Permaneció escuchando. Tras el bocinazo solo había silencio. Pero poco a poco, le pareció distinguir algo. Un sonido apagado pero rítmico. Pensó que podría ser el motor de lo que se acercaba, fuera lo que fuera.

Bapa, bum, bum…

El rítmico golpeteo se iba acercando, ganando volumen y claridad.

Bapa, Bum, BUM…

De repente, se aterrorizó.

BAPA, bum, BUM…

Aquel navío se acercaba en rumbo de colisión con Félix...

BAPA, BUM, ¡BUM!…

...la niebla y el tamaño del supuesto barco les haría imposible avistar a una persona en mitad del océano...

¡BAPA!, ¡BUM!, ¡BUM!…

...y por mucho que gritara o utilizara el silbato, aquel motor sonaba con tantísima fuerza que no oirían sus avisos…

¡BAPA!, ¡BUUM!, ¡BUUUM!

Una proa enorme y afilada, de color negro se dibujó de entre las sombras, y siguió creciendo a medida que se aproximaba. Félix había comenzado a nadar antes, en cuanto se dio cuenta de que iba a ser arrollado por el buque que llegaba. Sin mirar hacía atrás y con la dificultad añadida de que el chaleco dificultaba bastante el nado, braceó con todas sus fuerzas para intentar apartarse de de la trayectoria. El agua comenzó a bambolearlo en un vaivén que le hizo parecer una gran corchuela. Aquel barco debía tener un desplazamiento enorme, pues sin duda, esas eran las ondas que en su avance, provocaba por delante de su proa.

Era inútil luchar. Sabía que en aquel momento solo podrían pasar dos cosas. O el barco le pasaría por encima y acabaría golpeado y rebotando bajo su quilla, quizás para terminar destrozado por las hélices, o esas ondas de proa lo apartaban del rumbo, evitando lo anterior. Se dejó en manos del destino, no sin antes girarse para mirarlo cara a cara. Si iba a morir, quería saber qué nave iba a matarlo.

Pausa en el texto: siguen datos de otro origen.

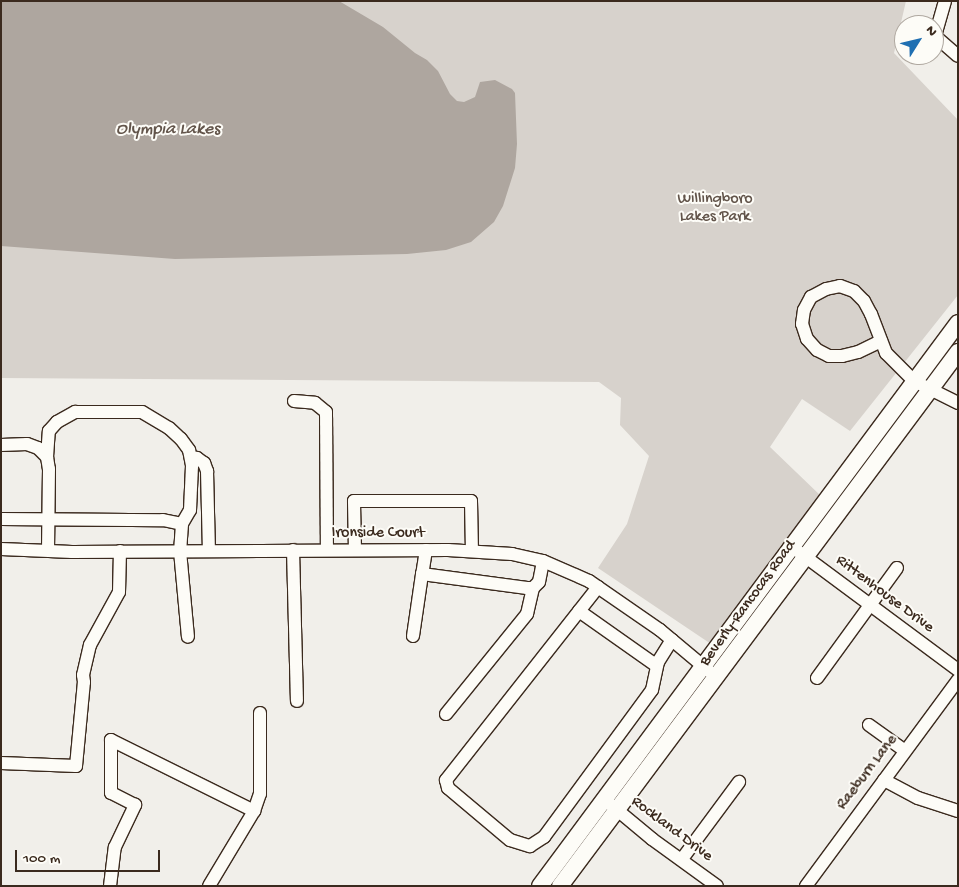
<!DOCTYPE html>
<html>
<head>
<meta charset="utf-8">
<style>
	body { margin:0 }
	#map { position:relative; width:959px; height:887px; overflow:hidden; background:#f1efea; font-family:"Gochi Hand",sans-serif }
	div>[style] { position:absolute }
	.green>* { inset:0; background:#d7d2cc }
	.water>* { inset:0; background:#aea69f }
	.roads { filter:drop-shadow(1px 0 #3b2a1e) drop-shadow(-1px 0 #3b2a1e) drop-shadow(0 1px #3b2a1e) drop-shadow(0 -1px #3b2a1e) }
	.minor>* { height:12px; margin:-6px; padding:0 6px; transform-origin:6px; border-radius:6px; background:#fdfcf7 }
	.major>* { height:16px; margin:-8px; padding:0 8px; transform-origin:8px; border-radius:8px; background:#fdfcf7 }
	span { translate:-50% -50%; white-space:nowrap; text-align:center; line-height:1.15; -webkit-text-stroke:4px #fdfcf7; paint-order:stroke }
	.park-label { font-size:16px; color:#62544a }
	.street-label { font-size:16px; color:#3b2a1e }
	.water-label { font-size:18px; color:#63554b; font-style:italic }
	.frame { position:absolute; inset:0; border:2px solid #3b2a1e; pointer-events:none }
	.north { position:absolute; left:894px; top:15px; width:50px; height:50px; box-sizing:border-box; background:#fdfcf7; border:1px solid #afa8a0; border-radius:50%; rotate:54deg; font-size:14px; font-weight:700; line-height:20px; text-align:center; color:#3b2a1e }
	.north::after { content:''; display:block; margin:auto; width:18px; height:22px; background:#1f6fb2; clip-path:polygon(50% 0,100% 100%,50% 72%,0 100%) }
	.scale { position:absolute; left:15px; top:850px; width:145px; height:22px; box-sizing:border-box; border:2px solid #3b2a1e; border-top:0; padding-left:6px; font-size:15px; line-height:18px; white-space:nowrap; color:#3b2a1e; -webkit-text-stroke:4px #fdfcf7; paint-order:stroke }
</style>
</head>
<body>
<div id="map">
	<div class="green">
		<div style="clip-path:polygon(1px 1px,906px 1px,894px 53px,958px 120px,958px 295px,850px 431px,802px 399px,770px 447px,822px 497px,711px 644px,598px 568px,627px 524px,649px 456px,620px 425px,621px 398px,599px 382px,1px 378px)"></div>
	</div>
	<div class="water">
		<div style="clip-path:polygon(1px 1px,339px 1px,383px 27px,415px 53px,427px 60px,438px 71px,450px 94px,457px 101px,464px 102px,475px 97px,480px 82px,495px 80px,512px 89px,515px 93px,517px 144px,515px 168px,503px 206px,494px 222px,471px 242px,446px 250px,407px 254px,175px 259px,1px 246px)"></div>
	</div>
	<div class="roads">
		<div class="minor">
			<div style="left:945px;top:1px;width:36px;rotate:106deg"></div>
			<div style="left:935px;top:36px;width:30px;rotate:41deg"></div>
			<div style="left:881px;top:341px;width:25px;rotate:154deg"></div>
			<div style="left:858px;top:352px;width:16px;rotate:166deg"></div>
			<div style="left:842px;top:356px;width:13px;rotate:180deg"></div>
			<div style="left:829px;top:356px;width:13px;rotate:-153deg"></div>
			<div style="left:817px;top:350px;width:15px;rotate:-132deg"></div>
			<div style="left:807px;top:339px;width:16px;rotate:-108deg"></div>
			<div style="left:802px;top:324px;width:14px;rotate:-82deg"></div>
			<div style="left:804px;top:310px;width:15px;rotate:-62deg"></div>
			<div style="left:811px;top:297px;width:17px;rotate:-28deg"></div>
			<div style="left:826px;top:289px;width:14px;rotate:-12deg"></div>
			<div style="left:840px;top:286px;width:15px;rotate:20deg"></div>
			<div style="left:854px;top:291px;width:14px;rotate:45deg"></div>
			<div style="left:864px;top:301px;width:15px;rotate:62deg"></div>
			<div style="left:871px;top:314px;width:42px;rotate:69deg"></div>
			<div style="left:886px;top:353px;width:40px;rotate:45deg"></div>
			<div style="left:914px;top:381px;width:49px;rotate:26.6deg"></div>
			<div style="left:294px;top:401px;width:21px;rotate:5deg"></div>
			<div style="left:315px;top:403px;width:14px;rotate:39deg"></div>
			<div style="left:326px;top:412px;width:138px;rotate:89.6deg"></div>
			<div style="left:1px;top:445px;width:26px;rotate:-2deg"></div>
			<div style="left:27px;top:444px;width:12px;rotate:20deg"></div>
			<div style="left:38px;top:448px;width:13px;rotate:45deg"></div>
			<div style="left:47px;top:457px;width:12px;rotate:81deg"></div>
			<div style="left:49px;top:469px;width:81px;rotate:90.7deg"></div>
			<div style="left:47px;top:457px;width:26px;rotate:-86deg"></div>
			<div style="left:49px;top:431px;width:12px;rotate:-48deg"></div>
			<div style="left:57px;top:422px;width:21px;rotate:-29deg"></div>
			<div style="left:75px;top:412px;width:67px"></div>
			<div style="left:142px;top:412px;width:31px;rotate:31deg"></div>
			<div style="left:169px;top:428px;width:16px;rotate:43deg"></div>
			<div style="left:181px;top:439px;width:14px;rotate:54deg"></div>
			<div style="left:189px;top:450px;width:16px;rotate:79deg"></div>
			<div style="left:192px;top:466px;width:44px;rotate:92.6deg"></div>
			<div style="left:190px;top:510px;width:16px;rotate:120deg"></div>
			<div style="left:182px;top:524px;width:27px;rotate:94deg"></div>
			<div style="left:180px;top:551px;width:86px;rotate:84.7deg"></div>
			<div style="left:191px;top:457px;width:6px;rotate:9deg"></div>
			<div style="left:197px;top:458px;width:9px;rotate:36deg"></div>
			<div style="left:204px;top:463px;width:9px;rotate:69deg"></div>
			<div style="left:207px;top:471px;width:80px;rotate:88.6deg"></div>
			<div style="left:1px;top:519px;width:162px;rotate:0.4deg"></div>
			<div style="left:163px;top:520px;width:19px;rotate:12deg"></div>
			<div style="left:1px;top:549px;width:71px;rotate:2.4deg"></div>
			<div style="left:72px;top:552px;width:376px;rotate:-0.3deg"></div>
			<div style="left:448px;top:550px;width:64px;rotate:3.6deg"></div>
			<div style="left:512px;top:554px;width:32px;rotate:13deg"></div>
			<div style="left:543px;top:561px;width:50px;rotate:23.5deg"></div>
			<div style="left:589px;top:581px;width:86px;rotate:34.6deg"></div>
			<div style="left:660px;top:630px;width:64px;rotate:39.9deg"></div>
			<div style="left:293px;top:550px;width:151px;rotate:88.5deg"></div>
			<div style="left:355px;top:550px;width:49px;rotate:-91.2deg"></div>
			<div style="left:354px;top:501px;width:117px"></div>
			<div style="left:471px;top:501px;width:50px;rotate:88.9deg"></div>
			<div style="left:426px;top:550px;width:24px;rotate:99deg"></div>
			<div style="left:422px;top:574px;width:106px;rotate:7.6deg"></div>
			<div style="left:527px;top:588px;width:6px"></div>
			<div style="left:533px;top:588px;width:8px;rotate:-45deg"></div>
			<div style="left:539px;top:582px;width:21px;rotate:-79deg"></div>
			<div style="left:799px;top:552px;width:198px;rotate:36.6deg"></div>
			<div style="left:598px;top:587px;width:246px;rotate:128.2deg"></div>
			<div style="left:446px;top:780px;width:8px;rotate:76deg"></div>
			<div style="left:448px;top:788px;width:81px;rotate:40deg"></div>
			<div style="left:510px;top:840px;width:21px;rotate:17deg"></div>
			<div style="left:530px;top:846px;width:17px;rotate:-33deg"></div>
			<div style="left:544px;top:837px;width:182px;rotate:-53.7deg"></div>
			<div style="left:652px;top:690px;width:29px;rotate:-78deg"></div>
			<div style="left:658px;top:662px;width:26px;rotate:-58deg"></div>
			<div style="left:579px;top:611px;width:95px;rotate:35.2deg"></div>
			<div style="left:413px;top:636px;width:63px;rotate:-81.7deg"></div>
			<div style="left:817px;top:678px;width:136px;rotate:-54deg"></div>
			<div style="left:446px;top:714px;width:129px;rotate:-51deg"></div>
			<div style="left:527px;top:614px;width:27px;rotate:-77deg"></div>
			<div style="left:869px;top:725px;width:44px;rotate:35.8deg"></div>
			<div style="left:1px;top:763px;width:75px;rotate:2.3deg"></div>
			<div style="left:76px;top:766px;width:84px;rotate:-84.6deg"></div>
			<div style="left:84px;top:682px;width:7px;rotate:-98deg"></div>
			<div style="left:83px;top:675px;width:31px;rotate:-77deg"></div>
			<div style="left:90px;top:645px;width:60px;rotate:-61.3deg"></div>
			<div style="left:119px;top:592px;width:41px;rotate:-88.6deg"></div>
			<div style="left:884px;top:780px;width:38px;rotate:28deg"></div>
			<div style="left:918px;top:798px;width:42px;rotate:18deg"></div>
			<div style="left:610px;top:804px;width:55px;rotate:39.8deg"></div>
			<div style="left:652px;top:839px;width:80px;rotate:35.9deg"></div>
			<div style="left:254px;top:811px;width:18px;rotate:-71deg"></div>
			<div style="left:260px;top:794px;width:81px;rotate:-90deg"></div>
			<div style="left:682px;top:859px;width:96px;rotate:-53.5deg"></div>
			<div style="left:110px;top:886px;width:39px;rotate:-83deg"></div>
			<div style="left:115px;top:847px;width:47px;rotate:-64.5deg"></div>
			<div style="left:135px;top:805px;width:27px;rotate:-153deg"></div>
			<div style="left:111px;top:793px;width:53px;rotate:-90deg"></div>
			<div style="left:111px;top:740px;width:160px;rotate:26.4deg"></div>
			<div style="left:254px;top:811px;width:87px;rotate:121deg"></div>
			<div style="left:806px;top:886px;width:256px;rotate:-53.6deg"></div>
		</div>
		<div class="major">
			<div style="left:540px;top:886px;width:701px;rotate:-53.41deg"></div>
			<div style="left:560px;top:886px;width:666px;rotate:-53.3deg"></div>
		</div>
	</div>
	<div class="park-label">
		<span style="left:715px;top:209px">Willingboro<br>Lakes Park</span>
	</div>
	<div class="street-label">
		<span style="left:378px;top:534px">Ironside Court</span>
		<span style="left:884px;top:595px;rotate:37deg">Rittenhouse Drive</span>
		<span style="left:749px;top:604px;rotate:-54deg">Beverly-Rancocas Road</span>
		<span style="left:868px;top:773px;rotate:-53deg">Raeburn Lane</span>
		<span style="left:671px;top:830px;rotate:37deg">Rockland Drive</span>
	</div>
	<div class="water-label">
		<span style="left:168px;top:130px">Olympia Lakes</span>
	</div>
	<div class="frame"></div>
	<div class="north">N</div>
	<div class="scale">100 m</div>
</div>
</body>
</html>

La mole metálica no estaba donde había pensado. Era mucho mayor de lo que imaginaba, y el golpeteo del motor, a ras del agua, resultaba ensordecedor. Por un lado se alegró enormemente. Había sido expulsado y veía como la proa negra se alejaba por su derecha. La perspectiva era impresionante, a medida que la línea roja de la obra viva se dibujaba ondulada por la estela se alargaba. La altura era desproporcionada para cualquier buque de los que había visto, incluso para un petrolero. Eso pensaba que sería, por el color negro. Pero los petroleros no tenían apenas portillas, mientras que este estaba literalmente ametrallado con ojos de buey por toda su banda, marcando la existencia de varias cubiertas en su interior.

Temió que cuando se acercara a la popa, las hélices lo absorbieran. De Guatemala a guatepeor, pensó.

Pero no sucedió. Tan solo contempló como la estructura se iba alejando, dejando tras de sí un olor a carbonilla. Miró hacía arriba y vio como una nube negra y alargada iba formándose sobre la estela que dejaba a su paso.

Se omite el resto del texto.